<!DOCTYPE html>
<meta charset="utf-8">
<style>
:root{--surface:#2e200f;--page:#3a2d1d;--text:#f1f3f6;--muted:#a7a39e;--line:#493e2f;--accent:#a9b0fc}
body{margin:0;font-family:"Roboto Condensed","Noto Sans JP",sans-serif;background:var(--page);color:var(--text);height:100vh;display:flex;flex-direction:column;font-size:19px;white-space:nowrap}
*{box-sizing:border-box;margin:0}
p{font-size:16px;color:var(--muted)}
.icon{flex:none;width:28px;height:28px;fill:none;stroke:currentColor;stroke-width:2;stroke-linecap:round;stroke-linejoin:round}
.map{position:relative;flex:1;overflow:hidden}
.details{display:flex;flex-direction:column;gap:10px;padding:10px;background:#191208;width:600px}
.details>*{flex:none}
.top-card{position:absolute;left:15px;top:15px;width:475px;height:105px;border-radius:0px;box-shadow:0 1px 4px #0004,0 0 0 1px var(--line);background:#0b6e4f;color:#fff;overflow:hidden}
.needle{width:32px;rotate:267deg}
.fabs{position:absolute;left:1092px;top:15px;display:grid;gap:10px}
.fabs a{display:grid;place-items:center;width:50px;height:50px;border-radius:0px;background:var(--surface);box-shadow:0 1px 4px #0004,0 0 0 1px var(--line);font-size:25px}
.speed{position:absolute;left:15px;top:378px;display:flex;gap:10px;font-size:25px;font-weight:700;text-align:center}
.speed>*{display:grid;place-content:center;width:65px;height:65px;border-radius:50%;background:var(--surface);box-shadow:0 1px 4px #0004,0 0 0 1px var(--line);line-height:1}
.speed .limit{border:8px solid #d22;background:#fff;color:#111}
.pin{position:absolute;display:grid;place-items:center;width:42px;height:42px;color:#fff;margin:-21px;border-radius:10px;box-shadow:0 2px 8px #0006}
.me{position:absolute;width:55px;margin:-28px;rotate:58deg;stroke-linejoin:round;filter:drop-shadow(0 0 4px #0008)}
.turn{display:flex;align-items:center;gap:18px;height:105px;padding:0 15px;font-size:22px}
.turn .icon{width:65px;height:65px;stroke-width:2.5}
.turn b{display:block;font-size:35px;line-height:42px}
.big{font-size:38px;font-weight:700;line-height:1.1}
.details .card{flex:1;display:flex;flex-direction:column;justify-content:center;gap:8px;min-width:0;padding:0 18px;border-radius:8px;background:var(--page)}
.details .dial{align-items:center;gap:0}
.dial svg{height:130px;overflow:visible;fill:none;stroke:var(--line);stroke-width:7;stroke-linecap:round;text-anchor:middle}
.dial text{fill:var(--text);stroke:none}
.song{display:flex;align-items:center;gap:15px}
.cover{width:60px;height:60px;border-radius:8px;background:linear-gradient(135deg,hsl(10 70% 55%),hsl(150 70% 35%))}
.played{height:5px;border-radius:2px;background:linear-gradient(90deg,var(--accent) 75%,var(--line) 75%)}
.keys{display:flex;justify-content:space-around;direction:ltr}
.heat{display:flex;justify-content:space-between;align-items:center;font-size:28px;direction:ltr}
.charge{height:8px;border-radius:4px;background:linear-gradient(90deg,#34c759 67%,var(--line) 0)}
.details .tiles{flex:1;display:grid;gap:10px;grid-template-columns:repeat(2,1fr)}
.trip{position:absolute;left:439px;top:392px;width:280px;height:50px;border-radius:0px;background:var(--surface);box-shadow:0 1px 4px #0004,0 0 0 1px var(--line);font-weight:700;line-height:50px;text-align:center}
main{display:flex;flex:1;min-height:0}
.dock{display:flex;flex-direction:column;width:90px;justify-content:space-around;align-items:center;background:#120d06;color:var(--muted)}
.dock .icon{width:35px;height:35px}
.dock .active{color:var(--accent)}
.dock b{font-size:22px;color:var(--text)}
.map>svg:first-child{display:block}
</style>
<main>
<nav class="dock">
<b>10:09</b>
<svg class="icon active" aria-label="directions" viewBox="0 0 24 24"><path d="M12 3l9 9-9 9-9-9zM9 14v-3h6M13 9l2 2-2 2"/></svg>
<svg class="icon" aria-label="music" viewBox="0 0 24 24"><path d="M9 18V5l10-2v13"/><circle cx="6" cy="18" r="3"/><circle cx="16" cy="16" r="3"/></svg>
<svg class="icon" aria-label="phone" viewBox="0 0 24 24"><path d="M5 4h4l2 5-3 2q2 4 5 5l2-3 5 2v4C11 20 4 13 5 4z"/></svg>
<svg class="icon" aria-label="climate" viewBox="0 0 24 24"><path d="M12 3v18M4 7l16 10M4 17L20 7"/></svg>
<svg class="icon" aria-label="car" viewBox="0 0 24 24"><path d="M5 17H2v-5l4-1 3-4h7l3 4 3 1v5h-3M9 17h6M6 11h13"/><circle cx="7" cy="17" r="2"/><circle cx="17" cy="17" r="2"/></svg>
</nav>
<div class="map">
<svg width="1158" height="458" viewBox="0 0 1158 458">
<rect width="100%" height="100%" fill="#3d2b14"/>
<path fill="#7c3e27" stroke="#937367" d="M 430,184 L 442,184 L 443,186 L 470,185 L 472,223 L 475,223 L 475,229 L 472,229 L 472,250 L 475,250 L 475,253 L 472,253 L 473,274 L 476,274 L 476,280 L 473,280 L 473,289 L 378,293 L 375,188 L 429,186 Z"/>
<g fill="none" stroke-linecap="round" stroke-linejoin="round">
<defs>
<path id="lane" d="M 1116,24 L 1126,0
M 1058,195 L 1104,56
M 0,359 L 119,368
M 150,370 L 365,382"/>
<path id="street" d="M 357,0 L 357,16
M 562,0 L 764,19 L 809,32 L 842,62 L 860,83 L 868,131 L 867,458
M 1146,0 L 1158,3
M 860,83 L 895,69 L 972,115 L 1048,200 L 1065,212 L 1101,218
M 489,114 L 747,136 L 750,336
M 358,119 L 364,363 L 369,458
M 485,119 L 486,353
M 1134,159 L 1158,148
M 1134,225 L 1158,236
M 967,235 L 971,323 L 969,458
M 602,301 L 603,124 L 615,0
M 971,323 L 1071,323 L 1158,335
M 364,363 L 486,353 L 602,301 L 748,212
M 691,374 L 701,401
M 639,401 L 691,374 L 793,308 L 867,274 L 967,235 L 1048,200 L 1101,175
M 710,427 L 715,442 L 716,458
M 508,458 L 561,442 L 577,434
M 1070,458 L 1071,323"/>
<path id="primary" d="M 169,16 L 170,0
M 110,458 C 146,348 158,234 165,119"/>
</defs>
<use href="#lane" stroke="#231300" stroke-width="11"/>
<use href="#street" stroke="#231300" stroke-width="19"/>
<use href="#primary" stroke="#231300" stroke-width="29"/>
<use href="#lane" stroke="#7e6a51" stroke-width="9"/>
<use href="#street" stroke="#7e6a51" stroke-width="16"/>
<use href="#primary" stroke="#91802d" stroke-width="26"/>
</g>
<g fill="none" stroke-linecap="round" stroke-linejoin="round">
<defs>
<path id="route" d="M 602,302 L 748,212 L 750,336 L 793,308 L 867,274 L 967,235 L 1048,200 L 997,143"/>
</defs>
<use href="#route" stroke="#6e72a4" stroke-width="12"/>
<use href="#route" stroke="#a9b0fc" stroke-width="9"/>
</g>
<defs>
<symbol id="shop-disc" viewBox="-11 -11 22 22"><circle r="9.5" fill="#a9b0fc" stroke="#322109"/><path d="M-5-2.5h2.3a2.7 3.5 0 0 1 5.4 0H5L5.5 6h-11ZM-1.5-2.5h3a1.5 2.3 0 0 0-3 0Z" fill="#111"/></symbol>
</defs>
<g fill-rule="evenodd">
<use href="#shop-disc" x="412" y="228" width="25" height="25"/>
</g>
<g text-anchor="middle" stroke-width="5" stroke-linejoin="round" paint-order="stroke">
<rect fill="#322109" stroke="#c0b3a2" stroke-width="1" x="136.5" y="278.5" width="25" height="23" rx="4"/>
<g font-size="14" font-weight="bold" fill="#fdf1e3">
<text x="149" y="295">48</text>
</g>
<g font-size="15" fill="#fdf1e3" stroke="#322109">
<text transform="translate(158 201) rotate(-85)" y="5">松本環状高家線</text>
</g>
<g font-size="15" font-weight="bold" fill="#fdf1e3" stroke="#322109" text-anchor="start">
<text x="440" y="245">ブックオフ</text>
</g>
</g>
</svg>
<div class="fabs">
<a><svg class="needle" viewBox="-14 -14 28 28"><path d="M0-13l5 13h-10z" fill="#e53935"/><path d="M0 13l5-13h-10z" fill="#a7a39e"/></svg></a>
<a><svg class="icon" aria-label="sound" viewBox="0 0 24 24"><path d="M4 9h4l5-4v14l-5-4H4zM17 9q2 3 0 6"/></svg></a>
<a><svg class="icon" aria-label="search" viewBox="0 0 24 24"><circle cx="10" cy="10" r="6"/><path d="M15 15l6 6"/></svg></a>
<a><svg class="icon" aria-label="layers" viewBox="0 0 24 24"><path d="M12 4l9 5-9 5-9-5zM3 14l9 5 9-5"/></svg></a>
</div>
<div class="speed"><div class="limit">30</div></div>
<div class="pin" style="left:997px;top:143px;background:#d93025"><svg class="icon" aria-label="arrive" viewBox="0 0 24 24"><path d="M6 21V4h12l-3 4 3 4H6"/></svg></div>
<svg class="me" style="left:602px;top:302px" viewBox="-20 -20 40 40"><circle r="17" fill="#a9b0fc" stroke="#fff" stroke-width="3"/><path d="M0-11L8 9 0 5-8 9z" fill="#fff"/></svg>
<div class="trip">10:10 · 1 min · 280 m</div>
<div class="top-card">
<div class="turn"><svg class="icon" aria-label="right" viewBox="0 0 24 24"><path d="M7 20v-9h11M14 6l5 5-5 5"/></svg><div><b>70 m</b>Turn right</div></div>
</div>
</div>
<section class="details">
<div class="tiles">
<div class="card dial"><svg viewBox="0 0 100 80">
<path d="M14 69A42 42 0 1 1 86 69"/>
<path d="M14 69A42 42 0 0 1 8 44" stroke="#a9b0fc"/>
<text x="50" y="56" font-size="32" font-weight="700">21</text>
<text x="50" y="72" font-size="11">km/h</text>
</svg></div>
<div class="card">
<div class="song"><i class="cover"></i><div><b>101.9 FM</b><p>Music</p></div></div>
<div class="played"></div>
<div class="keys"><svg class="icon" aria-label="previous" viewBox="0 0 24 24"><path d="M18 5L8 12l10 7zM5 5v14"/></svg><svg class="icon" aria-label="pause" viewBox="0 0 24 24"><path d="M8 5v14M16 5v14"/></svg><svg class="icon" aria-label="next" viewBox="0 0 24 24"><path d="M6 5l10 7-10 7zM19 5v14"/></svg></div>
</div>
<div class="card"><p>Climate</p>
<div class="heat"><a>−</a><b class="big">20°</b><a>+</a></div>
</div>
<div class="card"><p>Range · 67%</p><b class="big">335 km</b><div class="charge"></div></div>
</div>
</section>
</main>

══════════

The lines to return are those in the entries above that include "margin".

body{margin:0;font-family:"Roboto Condensed","Noto Sans JP",sans-serif;background:var(--page);color:var(--text);height:100vh;display:flex;flex-direction:column;font-size:19px;white-space:nowrap}
*{box-sizing:border-box;margin:0}
.pin{position:absolute;display:grid;place-items:center;width:42px;height:42px;color:#fff;margin:-21px;border-radius:10px;box-shadow:0 2px 8px #0006}
.me{position:absolute;width:55px;margin:-28px;rotate:58deg;stroke-linejoin:round;filter:drop-shadow(0 0 4px #0008)}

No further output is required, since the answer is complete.